Pioneers in teacher prep chart changes in training landscape

If the people on a panel Tuesday about teacher preparation didn’t convey the urgency they felt about improving teacher training, then a flash poll of the audience surely did.

More than two-thirds of the audience, made up primarily of young teachers, said they didn’t think their masters degrees had made them better at their jobs, according to electronic votes that were tallied in real time.

With that context, a five-member panel of advocates for alternative certification and training dove into a 90-minute discussion about how traditional theory-driven teacher training had failed the profession, particularly in high-needs urban schools. Research has shown that having a masters degree does not make teachers more effective, and local, state, and federal efforts are underway to re-imagine how teachers are trained.

Panelists largely agreed that many traditional education schools lack accountability, aren’t willing to share performance data for their graduates, and have a detached relationship with the public schools where their graduates eventually work.

“For too long schools of [education] have sat back and spun out academic theories of what should work in the ideal school with the ideal conditions,” said a panelist, Bob Hughes, president of the nonprofit New Visions for Public Schools, which trains and certifies teachers and operates 99 schools in New York City. “And they’ve been divorced from the reality of what happens in schools .”

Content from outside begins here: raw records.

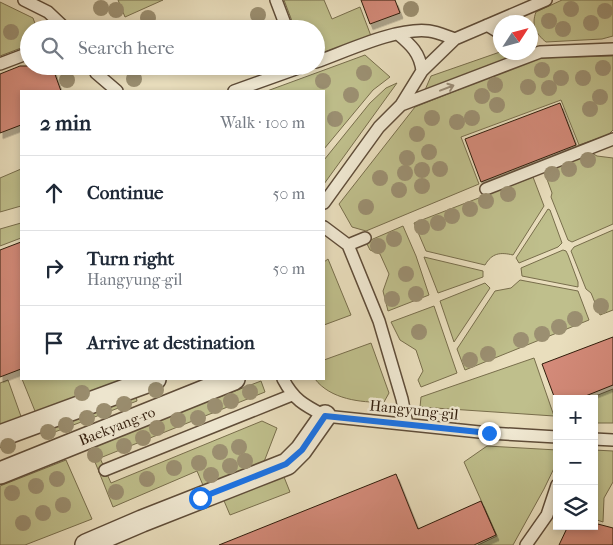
<!DOCTYPE html>
<html lang="en">
<head>
<meta charset="utf-8">
<style>
	:root { --surface:#fff; --page:#f2f2f3; --text:#1f2937; --muted:#747a83; --line:#e0e1e3 }
	body { margin:0; font-family:"IM FELL French Canon",serif; background:var(--page); color:var(--text) }
	.controls { position:absolute; right:15px; bottom:15px; display:grid; overflow:hidden; border-radius:0px; box-shadow:0 2px 8px #0003 }
	.controls button { width:45px; height:45px; display:grid; place-items:center; padding:0; border:0; border-bottom:1px solid var(--line); background:var(--surface); color:var(--text); font:25px sans-serif }
	.compass { position:absolute; left:493px; top:15px; width:45px; height:45px; border-radius:50%; background:var(--surface); box-shadow:0 2px 8px #0003; rotate:54deg }
	.stop { position:absolute; width:15px; height:15px; margin:-11px; border:4px solid #1a73e8; border-radius:50%; background:#fff }
	.stop.end { background:#1a73e8; border-color:#fff; box-shadow:0 1px 5px #0008 }
	.list { margin:0; padding:0; list-style:none }
	h2 { display:flex; justify-content:space-between; align-items:center; height:65px; margin:0; padding:0 20px; font-size:21px }
	h2 small { font-size:16px; font-weight:400; color:var(--muted) }
	.list li { display:grid; grid-template-columns:32px 1fr auto; gap:15px; align-items:center; box-sizing:border-box; height:75px; padding:0 20px; border-top:1px solid var(--line) }
	.list b { display:block; font-size:19px; white-space:nowrap }
	.list p { margin:0; font-size:16px; white-space:nowrap; color:var(--muted) }
	.list em { font-size:16px; font-style:normal; color:var(--muted) }
	.icon { flex:none; width:28px; height:28px; fill:none; stroke:currentColor; stroke-width:2; stroke-linecap:round; stroke-linejoin:round }
	.map { position:relative; flex:none; width:613px; height:545px; overflow:hidden }
	.search { position:absolute; background:var(--surface); box-shadow:0 2px 8px #0003; left:20px; top:20px; width:305px; height:55px; display:flex; align-items:center; gap:12px; box-sizing:border-box; padding:0 18px; border-radius:28px; color:var(--muted); font-size:19px }
	.panel { position:absolute; background:var(--surface); box-shadow:0 2px 8px #0003; left:20px; top:90px; width:305px; height:290px; border-radius:0px }
	.map>svg:first-child { display:block }
	.green { fill:#bfbf8c; stroke:#786e4c }
	.building { fill:#d38a79; stroke:#311d0d; filter:url(#shadow) }
	.lines { fill:none; stroke-linecap:round; stroke-linejoin:round }
	.lane-casing { stroke:#5f4d39; stroke-width:14 }
	.street-casing { stroke:#5f4d39; stroke-width:24 }
	.lane { stroke:#f1ead4; stroke-width:11 }
	.street { stroke:#f1ead4; stroke-width:21 }
	.tree { fill:#9b8f71 }
	.oneway { stroke:#9b8e7a }
	.route { stroke:#1a73e8; stroke-width:6 }
	.labels { text-anchor:middle; stroke-width:5; stroke-linejoin:round; paint-order:stroke }
	.street-label { font-size:15px; fill:#311d0d; stroke:#f1ead4 }
</style>
</head>
<body>
<div class="map">
<svg width="613" height="545" viewBox="0 0 613 545">
	<defs>
		<filter id="shadow"><feDropShadow dx="3" dy="5.5" stdDeviation="0" flood-color="#0004"/></filter>
	</defs>
	<rect width="100%" height="100%" fill="#e9debd"/>
	<filter id="stains"><feTurbulence type="fractalNoise" baseFrequency=".004" numOctaves="4"/><feColorMatrix values="0 0 0 0 .2 0 0 0 0 .09 0 0 0 0 .02 0 0 0 .5 -.17"/></filter>
	<radialGradient id="worn" r=".72"><stop offset=".6" stop-color="#630" stop-opacity="0"/><stop offset="1" stop-color="#630" stop-opacity=".3"/></radialGradient>
	<path class="green" d="M118,0H163L125,17Z
		M284,0H324L332,19L360,7L371,36L316,55V29H295Z
		M562,0H613V36L602,39L546,42C536,34 531,25 536,12Z
		M0,2L33,18L37,29H29V45L0,56Z
		M500,52L516,53L520,55L425,90L431,76Z
		M365,55L390,77L373,90L324,149V91H267Z
		M613,56V130L608,135L579,145L561,100L461,137L479,184L366,231L352,227L339,204L415,107L538,58Z
		M397,83L324,184V160L370,103L386,88Z
		M590,152L597,156L613,158V224L572,242L568,240L551,197L552,193L544,171Z
		M21,169V206L0,212V178Z
		M533,177L544,206L513,255C500,252 492,253 485,265L426,251L414,223Z
		M548,209L550,210L562,243L558,247L519,263L516,258Z
		M21,223V238L0,246V229Z
		M403,226L416,256L429,295L388,311L383,291L389,274L380,254L370,250L366,242Z
		M613,230V310L600,315L591,293L586,289L571,251L574,247Z
		M563,250L566,251L568,255L578,282V287L522,276L521,268Z
		M424,257L483,271V277L438,293Z
		M328,259L351,315L324,325V262Z
		M520,280L578,291L589,320L465,370L457,349L495,291L511,288Z
		M485,283L490,288L454,342L440,301Z
		M434,306L457,373L421,387L418,380L423,371L416,350L400,340L391,322Z
		M371,343L389,393L384,402C361,403 330,399 315,379H324V360Z
		M534,358L554,416L420,407L421,397Z
		M22,379H131L37,416Z
		M8,380L23,422L0,430V383Z
		M261,381L265,392L100,458L111,483L262,421L277,428L262,467L205,490L197,471L113,507L89,447Z
		M613,389V423H594V399H588Z
		M136,396L137,401L44,436L42,430Z
		M487,446L557,450V462L544,489L513,545H478L497,536L464,462Z
		M594,450L613,451V482L604,498L603,522L594,519Z
		M66,460L92,519L25,545H0V486Z
		M282,472L290,492L230,515L222,496Z"/>
	<path class="building" d="M361,0H395L400,13L370,24Z
		M20,66H52L61,91H21V125L0,133V74Z
		M560,103L576,145L481,182L465,139Z
		M21,242V369L0,377V250Z
		M613,337V385L578,399H555L542,364Z
		M396,474L418,529L481,501L496,535L474,545H219Z
		M594,523L613,528V545H559L568,526H594Z"/>
	<g class="lines">
		<defs>
			<path id="lane" d="M24,0L48,12L66,29
				M276,0L287,29
				M487,25L500,33
				M398,34C411,45 420,53 422,71
				M316,62C347,51 397,27 429,31C437,32 446,36 455,39
				M0,64L29,53
				M93,66L96,73L117,91
				M234,91L304,66
				M401,105L540,52L613,49
				M486,189L613,139
				M324,203L379,127L401,105L422,71L455,39L546,0
				M324,227L348,245L379,321L402,399L407,424
				M348,245L365,238
				M283,379C294,400 304,405 325,416L489,433L557,437
				M594,439L613,440
				M105,470L292,395
				M526,545L547,515L557,485"/>
			<g id="street">
				<path d="M0,436L155,379"/>
				<path id="s1" d="M0,473L234,379"/>
				<path d="M86,545L142,521L287,464L301,450L325,416"/>
			</g>
		</defs>
		<use href="#lane" class="lane-casing"/>
		<use href="#street" class="street-casing"/>
		<use href="#lane" class="lane"/>
		<use href="#street" class="street"/>
	</g>
	<g class="tree">
		<circle cx="101" cy="8" r="8"/>
		<circle cx="411" cy="9" r="8"/>
		<circle cx="571" cy="9" r="8"/>
		<circle cx="116" cy="10" r="8"/>
		<circle cx="605" cy="11" r="8"/>
		<circle cx="258" cy="15" r="8"/>
		<circle cx="148" cy="18" r="8"/>
		<circle cx="549" cy="21" r="8"/>
		<circle cx="591" cy="23" r="8"/>
		<circle cx="563" cy="29" r="8"/>
		<circle cx="11" cy="32" r="8"/>
		<circle cx="603" cy="68" r="8"/>
		<circle cx="542" cy="70" r="8"/>
		<circle cx="364" cy="73" r="8"/>
		<circle cx="561" cy="78" r="8"/>
		<circle cx="583" cy="78" r="8"/>
		<circle cx="134" cy="79" r="8"/>
		<circle cx="67" cy="80" r="8"/>
		<circle cx="323" cy="81" r="8"/>
		<circle cx="495" cy="85" r="8"/>
		<circle cx="528" cy="87" r="8"/>
		<circle cx="549" cy="88" r="8"/>
		<circle cx="351" cy="95" r="8"/>
		<circle cx="482" cy="96" r="8"/>
		<circle cx="600" cy="97" r="8"/>
		<circle cx="497" cy="105" r="8"/>
		<circle cx="590" cy="109" r="8"/>
		<circle cx="432" cy="118" r="8"/>
		<circle cx="472" cy="118" r="8"/>
		<circle cx="335" cy="119" r="8"/>
		<circle cx="457" cy="122" r="8"/>
		<circle cx="417" cy="134" r="8"/>
		<circle cx="429" cy="152" r="8"/>
		<circle cx="407" cy="158" r="8"/>
		<circle cx="588" cy="160" r="8"/>
		<circle cx="440" cy="169" r="8"/>
		<circle cx="569" cy="169" r="8"/>
		<circle cx="422" cy="170" r="8"/>
		<circle cx="405" cy="173" r="8"/>
		<circle cx="552" cy="174" r="8"/>
		<circle cx="380" cy="178" r="8"/>
		<circle cx="422" cy="186" r="8"/>
		<circle cx="399" cy="190" r="8"/>
		<circle cx="508" cy="194" r="8"/>
		<circle cx="486" cy="201" r="8"/>
		<circle cx="366" cy="207" r="8"/>
		<circle cx="470" cy="209" r="8"/>
		<circle cx="452" cy="216" r="8"/>
		<circle cx="438" cy="223" r="8"/>
		<circle cx="422" cy="227" r="8"/>
		<circle cx="394" cy="239" r="8"/>
		<circle cx="378" cy="246" r="8"/>
		<circle cx="406" cy="274" r="8"/>
		<circle cx="416" cy="294" r="8"/>
		<circle cx="392" cy="299" r="8"/>
		<circle cx="601" cy="306" r="8"/>
		<circle cx="575" cy="319" r="8"/>
		<circle cx="559" cy="327" r="8"/>
		<circle cx="419" cy="332" r="8"/>
		<circle cx="542" cy="334" r="8"/>
		<circle cx="521" cy="340" r="8"/>
		<circle cx="488" cy="354" r="8"/>
		<circle cx="470" cy="360" r="8"/>
		<circle cx="156" cy="390" r="8"/>
		<circle cx="250" cy="392" r="8"/>
		<circle cx="82" cy="393" r="8"/>
		<circle cx="231" cy="401" r="8"/>
		<circle cx="124" cy="404" r="8"/>
		<circle cx="215" cy="406" r="8"/>
		<circle cx="104" cy="411" r="8"/>
		<circle cx="87" cy="418" r="8"/>
		<circle cx="198" cy="418" r="8"/>
		<circle cx="178" cy="420" r="8"/>
		<circle cx="66" cy="425" r="8"/>
		<circle cx="157" cy="428" r="8"/>
		<circle cx="48" cy="432" r="8"/>
		<circle cx="143" cy="438" r="8"/>
		<circle cx="8" cy="446" r="8"/>
		<circle cx="124" cy="446" r="8"/>
		<circle cx="239" cy="447" r="8"/>
		<circle cx="220" cy="452" r="8"/>
		<circle cx="95" cy="455" r="8"/>
		<circle cx="245" cy="461" r="8"/>
		<circle cx="199" cy="463" r="8"/>
		<circle cx="230" cy="466" r="8"/>
		<circle cx="174" cy="468" r="8"/>
		<circle cx="211" cy="475" r="8"/>
		<circle cx="57" cy="479" r="8"/>
		<circle cx="147" cy="479" r="8"/>
		<circle cx="36" cy="486" r="8"/>
		<circle cx="116" cy="492" r="8"/>
		<circle cx="12" cy="493" r="8"/>
		<circle cx="63" cy="505" r="8"/>
		<circle cx="43" cy="513" r="8"/>
		<circle cx="23" cy="523" r="8"/>
	</g>
	<defs><path id="oneway-shaft" d="M-6 0H5M1.5-3L5.5 0L1.5 3" fill="none" stroke-width="1.6" stroke-linecap="round" stroke-linejoin="round" transform="scale(1.25)"/></defs>
	<use class="oneway" href="#oneway-shaft" transform="translate(447 88) rotate(-21)"/>
	<g class="lines">
		<path class="route" d="M200,498L286,464L302,450L325,416L489,433"/>
	</g>
	<g class="labels">
		<g class="street-label">
			<text transform="translate(414 410) rotate(6)" y="5">Hangyung-gil</text>
			<text dy="5" stroke="none"><textPath href="#s1" startOffset="126">Baekyang-ro</textPath></text>
		</g>
	</g>
	<rect width="100%" height="100%" filter="url(#stains)"/>
	<rect width="100%" height="100%" fill="url(#worn)"/>
</svg>
<div class="controls">
<button>+</button>
<button>−</button>
<button><svg class="icon" aria-label="layers" viewBox="0 0 24 24"><path d="M12 4l9 5-9 5-9-5zM3 14l9 5 9-5"/></svg></button>
</div>
<svg class="compass" viewBox="-18 -18 36 36"><path d="M0-13l5 13h-10z" fill="#e53935"/><path d="M0 13l5-13h-10z" fill="#747a83"/></svg>
<div class="stop" style="left:200px;top:498px"></div>
<div class="stop end" style="left:489px;top:433px"></div>
<div class="search"><svg class="icon" aria-label="search" viewBox="0 0 24 24"><circle cx="10" cy="10" r="6"/><path d="M15 15l6 6"/></svg>Search here</div>
<section class="panel">
<h2>2 min<small>Walk · 100 m</small></h2>
<ul class="list">
<li><svg class="icon" aria-label="ahead" viewBox="0 0 24 24"><path d="M12 20V5M6 11l6-6 6 6"/></svg><div><b>Continue</b></div><em>50 m</em></li>
<li><svg class="icon" aria-label="right" viewBox="0 0 24 24"><path d="M7 20v-9h11M14 6l5 5-5 5"/></svg><div><b>Turn right</b><p>Hangyung-gil</p></div><em>50 m</em></li>
<li><svg class="icon" aria-label="arrive" viewBox="0 0 24 24"><path d="M6 21V4h12l-3 4 3 4H6"/></svg><div><b>Arrive at destination</b></div></li>
</ul>
</section>
</div>
</body>
</html>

Joining Hughes on the panel were representatives of alternative training programs that are being pioneered in New York City: Maritza Macdonald, head of the soon-to-be-launched urban residency program for science teachers at the American Museum of Natural History; Mayme Hostetter, dean of Relay Graduate School of Education, the brand-new certification program created by three charter networks; and Kat Hayes, of The New Teacher Project, which handles recruitment and training for the New York City Teaching Fellows.

The panel was held at the American Museum of Natural History and hosted by Educators 4 Excellence, an organization of young teachers that advocates for reform in the teaching profession, including an evaluation system that takes test scores into account and an end to seniority-based layoffs. NY1 education reporter Lindsay Christ moderated.

Also on the panel was David Steiner, dean of Hunter College’s school of education and the former New York State education commissioner. As commissioner, Steiner expanded the role of alternative training programs to allow them to certify teachers, a policy that two of his co-panelists — Hostetter and Macdonald — are now making the most of with their certification programs.

Steiner said the culture of teacher preparation programs supported “a huge divide between content and method” that was not producing highly-effective classroom educators. He equated the programs to a hospital that provides only a bare minimum of care.

“They’ll help make sure the patient doesn’t die, but it wont actually make the patient much better,” Steiner said.

The panel didn’t just harp on what was wrong with current teacher preparation programs — members also suggested ways to improve them.

Steiner, who complained about gridlock in Albany after resigning as commissioner, said “one of the easiest things to do” in New York would be to make licensing exams harder to pass, something that has been done successfully in Massachusetts. Currently, less than 1 percent of test-takers fail New York’s exam.

Hostetter’s Relay program is known for its performance requirements to be eligible for graduation. Teachers in that program can’t graduate unless they have helped their students grow at least one year in one year’s time, according to specific assessment standards.

To an extent, the panelists were actually preaching to the choir. The majority – about two-thirds – of the audience had taken alternate routes to certification, meaning they had enrolled in many of the same programs supported by the panelists.